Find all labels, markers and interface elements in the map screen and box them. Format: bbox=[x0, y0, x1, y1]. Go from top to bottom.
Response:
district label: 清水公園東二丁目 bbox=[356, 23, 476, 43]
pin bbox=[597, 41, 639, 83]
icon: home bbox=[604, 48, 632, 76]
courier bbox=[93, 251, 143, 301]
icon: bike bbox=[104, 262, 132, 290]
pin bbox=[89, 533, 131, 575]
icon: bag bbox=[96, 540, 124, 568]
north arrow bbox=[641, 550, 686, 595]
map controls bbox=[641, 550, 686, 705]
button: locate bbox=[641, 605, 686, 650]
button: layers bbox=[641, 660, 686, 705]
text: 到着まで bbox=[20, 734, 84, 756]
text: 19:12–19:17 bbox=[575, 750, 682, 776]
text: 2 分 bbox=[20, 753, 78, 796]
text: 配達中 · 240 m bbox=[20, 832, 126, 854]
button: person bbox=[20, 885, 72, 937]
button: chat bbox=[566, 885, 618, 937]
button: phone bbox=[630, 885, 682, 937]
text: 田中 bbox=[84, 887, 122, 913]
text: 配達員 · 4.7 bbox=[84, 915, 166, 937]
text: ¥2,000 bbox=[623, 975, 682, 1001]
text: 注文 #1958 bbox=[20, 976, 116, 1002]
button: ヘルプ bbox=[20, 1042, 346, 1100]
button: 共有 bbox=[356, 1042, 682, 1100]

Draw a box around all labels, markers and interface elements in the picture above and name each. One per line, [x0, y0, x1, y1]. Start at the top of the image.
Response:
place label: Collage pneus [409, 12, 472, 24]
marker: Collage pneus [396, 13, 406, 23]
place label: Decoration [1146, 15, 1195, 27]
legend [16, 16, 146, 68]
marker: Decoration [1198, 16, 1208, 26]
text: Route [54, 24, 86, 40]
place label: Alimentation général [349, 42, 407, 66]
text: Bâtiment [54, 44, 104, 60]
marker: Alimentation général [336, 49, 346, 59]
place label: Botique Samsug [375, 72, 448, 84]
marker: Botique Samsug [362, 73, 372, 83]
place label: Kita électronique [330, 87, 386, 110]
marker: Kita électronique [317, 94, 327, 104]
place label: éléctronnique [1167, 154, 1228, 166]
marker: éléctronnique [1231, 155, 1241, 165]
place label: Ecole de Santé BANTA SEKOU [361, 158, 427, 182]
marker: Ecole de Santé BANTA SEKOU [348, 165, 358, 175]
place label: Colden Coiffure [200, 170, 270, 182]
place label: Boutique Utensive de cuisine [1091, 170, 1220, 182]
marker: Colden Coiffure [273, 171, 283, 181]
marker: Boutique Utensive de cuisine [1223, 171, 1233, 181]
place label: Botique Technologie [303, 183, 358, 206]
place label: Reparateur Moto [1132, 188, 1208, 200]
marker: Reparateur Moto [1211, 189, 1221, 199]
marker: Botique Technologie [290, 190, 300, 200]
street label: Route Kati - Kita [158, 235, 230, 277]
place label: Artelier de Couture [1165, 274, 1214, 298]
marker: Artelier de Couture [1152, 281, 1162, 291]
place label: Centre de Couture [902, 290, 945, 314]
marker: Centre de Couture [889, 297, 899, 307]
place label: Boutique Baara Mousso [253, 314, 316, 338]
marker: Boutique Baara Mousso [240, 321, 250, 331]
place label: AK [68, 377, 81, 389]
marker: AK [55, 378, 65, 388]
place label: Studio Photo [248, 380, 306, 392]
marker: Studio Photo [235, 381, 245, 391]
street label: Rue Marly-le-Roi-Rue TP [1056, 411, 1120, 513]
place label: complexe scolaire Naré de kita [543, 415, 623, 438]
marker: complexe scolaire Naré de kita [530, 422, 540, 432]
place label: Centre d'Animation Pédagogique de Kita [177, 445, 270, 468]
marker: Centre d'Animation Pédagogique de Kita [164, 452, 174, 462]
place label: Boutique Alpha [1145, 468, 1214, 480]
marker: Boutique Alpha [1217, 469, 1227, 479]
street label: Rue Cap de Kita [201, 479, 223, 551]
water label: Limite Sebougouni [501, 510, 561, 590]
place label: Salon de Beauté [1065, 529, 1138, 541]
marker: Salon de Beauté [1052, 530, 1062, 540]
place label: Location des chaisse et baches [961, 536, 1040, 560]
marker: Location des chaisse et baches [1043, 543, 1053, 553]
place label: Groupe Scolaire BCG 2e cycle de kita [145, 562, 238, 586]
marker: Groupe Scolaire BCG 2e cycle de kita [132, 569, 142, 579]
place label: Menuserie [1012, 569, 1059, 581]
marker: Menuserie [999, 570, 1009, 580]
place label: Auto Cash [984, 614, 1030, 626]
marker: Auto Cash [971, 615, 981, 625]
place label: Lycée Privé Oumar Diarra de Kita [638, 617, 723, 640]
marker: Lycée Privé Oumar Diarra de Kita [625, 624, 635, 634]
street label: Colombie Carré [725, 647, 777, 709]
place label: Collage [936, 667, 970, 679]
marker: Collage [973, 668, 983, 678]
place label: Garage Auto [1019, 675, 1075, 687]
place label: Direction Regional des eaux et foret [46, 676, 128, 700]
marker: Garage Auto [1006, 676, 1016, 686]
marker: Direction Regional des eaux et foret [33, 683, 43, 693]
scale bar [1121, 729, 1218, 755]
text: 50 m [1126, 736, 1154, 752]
--------------------------------
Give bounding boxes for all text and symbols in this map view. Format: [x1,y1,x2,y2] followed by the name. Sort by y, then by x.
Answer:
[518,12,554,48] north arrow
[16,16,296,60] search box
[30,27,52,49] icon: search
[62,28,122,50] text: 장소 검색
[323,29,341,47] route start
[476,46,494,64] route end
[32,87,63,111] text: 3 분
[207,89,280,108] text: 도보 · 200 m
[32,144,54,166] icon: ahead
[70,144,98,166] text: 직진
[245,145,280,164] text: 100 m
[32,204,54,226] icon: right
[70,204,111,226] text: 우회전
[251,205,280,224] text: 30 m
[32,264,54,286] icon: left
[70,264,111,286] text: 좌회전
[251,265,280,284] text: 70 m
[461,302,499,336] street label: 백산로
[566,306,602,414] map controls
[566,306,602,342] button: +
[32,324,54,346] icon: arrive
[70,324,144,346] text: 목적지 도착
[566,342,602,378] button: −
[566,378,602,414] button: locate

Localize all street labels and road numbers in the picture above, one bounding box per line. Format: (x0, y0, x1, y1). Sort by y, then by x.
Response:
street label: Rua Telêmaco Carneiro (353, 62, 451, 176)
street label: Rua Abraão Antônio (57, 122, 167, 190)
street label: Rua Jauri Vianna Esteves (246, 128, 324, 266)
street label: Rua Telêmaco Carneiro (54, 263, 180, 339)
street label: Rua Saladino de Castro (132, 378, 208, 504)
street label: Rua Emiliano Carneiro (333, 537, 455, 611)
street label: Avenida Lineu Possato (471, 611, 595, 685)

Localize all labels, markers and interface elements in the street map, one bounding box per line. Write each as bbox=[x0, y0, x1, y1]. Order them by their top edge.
--------------------------------
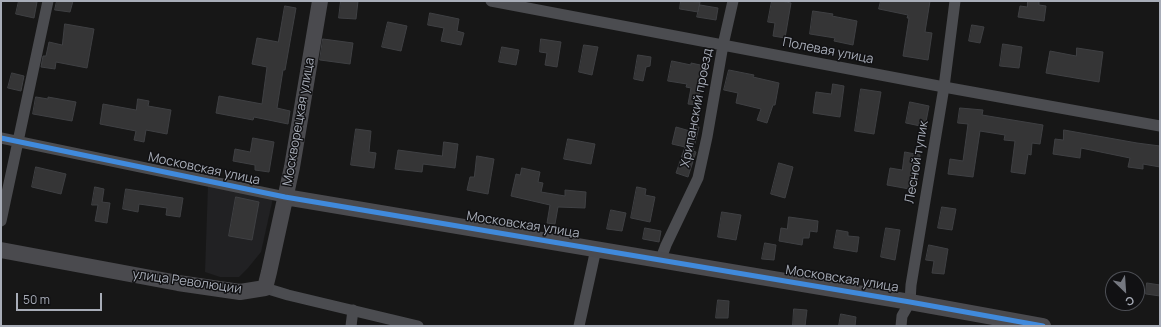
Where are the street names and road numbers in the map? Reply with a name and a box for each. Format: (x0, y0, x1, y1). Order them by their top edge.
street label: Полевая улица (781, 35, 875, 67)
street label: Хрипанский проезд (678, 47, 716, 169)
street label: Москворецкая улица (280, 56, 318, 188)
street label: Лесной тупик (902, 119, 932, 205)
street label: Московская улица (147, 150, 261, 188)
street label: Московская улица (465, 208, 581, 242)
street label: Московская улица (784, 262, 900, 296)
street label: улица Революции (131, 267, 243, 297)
--------------------------------
--- WORK REQUEST ---
Among the records, find each line where the word "markers" occurs, and copy it.

--- SOLUTION FOR THIS EXERCISE ---
Find all labels, markers and interface elements in the map screen and box them. Format: bbox=[x0, y0, x1, y1]. Go from top to bottom.
Draw a box around all labels, markers and interface elements in the picture above and name each. One per line, [x0, y0, x1, y1]. Start at the top of the image.
Localize all labels, markers and interface elements in the street map, one bounding box per line. Write each as bbox=[x0, y0, x1, y1]. Order them by their top edge.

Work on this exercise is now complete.